YOUR ASSIGNMENT:
Print each record below word for word.

--- MATERIAL PROVIDED Enclosed Below ---

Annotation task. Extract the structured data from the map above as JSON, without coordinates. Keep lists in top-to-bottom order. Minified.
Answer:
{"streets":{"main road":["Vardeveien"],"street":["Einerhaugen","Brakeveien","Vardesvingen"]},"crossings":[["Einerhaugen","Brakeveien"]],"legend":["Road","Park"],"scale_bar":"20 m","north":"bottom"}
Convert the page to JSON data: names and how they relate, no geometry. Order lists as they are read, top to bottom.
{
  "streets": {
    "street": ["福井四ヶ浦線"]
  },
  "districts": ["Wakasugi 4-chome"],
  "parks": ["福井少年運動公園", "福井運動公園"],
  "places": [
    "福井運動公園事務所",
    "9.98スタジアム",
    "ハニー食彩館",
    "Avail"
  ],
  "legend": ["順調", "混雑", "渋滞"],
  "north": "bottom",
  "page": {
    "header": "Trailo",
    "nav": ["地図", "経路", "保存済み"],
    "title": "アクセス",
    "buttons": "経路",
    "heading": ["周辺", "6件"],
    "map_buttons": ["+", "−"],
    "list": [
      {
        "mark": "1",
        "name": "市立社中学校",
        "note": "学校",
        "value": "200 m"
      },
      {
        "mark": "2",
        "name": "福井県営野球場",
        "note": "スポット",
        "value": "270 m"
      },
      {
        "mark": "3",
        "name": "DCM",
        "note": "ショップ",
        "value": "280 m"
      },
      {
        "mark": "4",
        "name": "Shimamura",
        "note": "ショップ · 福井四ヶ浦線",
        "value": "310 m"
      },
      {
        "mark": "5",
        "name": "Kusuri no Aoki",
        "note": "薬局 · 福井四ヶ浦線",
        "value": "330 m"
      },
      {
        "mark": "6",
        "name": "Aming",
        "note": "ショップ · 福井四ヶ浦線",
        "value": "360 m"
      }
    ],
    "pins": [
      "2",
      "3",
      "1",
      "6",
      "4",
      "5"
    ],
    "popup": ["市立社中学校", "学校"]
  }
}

--- End of Enclosed MATERIAL PROVIDED ---

OUTPUT OF THE EXERCISE:
Annotation task. Extract the structured data from the map above as JSON, without coordinates. Keep lists in top-to-bottom order. Minified.
Answer:
{"streets":{"main road":["Vardeveien"],"street":["Einerhaugen","Brakeveien","Vardesvingen"]},"crossings":[["Einerhaugen","Brakeveien"]],"legend":["Road","Park"],"scale_bar":"20 m","north":"bottom"}
Convert the page to JSON data: names and how they relate, no geometry. Order lists as they are read, top to bottom.
{
  "streets": {
    "street": ["福井四ヶ浦線"]
  },
  "districts": ["Wakasugi 4-chome"],
  "parks": ["福井少年運動公園", "福井運動公園"],
  "places": [
    "福井運動公園事務所",
    "9.98スタジアム",
    "ハニー食彩館",
    "Avail"
  ],
  "legend": ["順調", "混雑", "渋滞"],
  "north": "bottom",
  "page": {
    "header": "Trailo",
    "nav": ["地図", "経路", "保存済み"],
    "title": "アクセス",
    "buttons": "経路",
    "heading": ["周辺", "6件"],
    "map_buttons": ["+", "−"],
    "list": [
      {
        "mark": "1",
        "name": "市立社中学校",
        "note": "学校",
        "value": "200 m"
      },
      {
        "mark": "2",
        "name": "福井県営野球場",
        "note": "スポット",
        "value": "270 m"
      },
      {
        "mark": "3",
        "name": "DCM",
        "note": "ショップ",
        "value": "280 m"
      },
      {
        "mark": "4",
        "name": "Shimamura",
        "note": "ショップ · 福井四ヶ浦線",
        "value": "310 m"
      },
      {
        "mark": "5",
        "name": "Kusuri no Aoki",
        "note": "薬局 · 福井四ヶ浦線",
        "value": "330 m"
      },
      {
        "mark": "6",
        "name": "Aming",
        "note": "ショップ · 福井四ヶ浦線",
        "value": "360 m"
      }
    ],
    "pins": [
      "2",
      "3",
      "1",
      "6",
      "4",
      "5"
    ],
    "popup": ["市立社中学校", "学校"]
  }
}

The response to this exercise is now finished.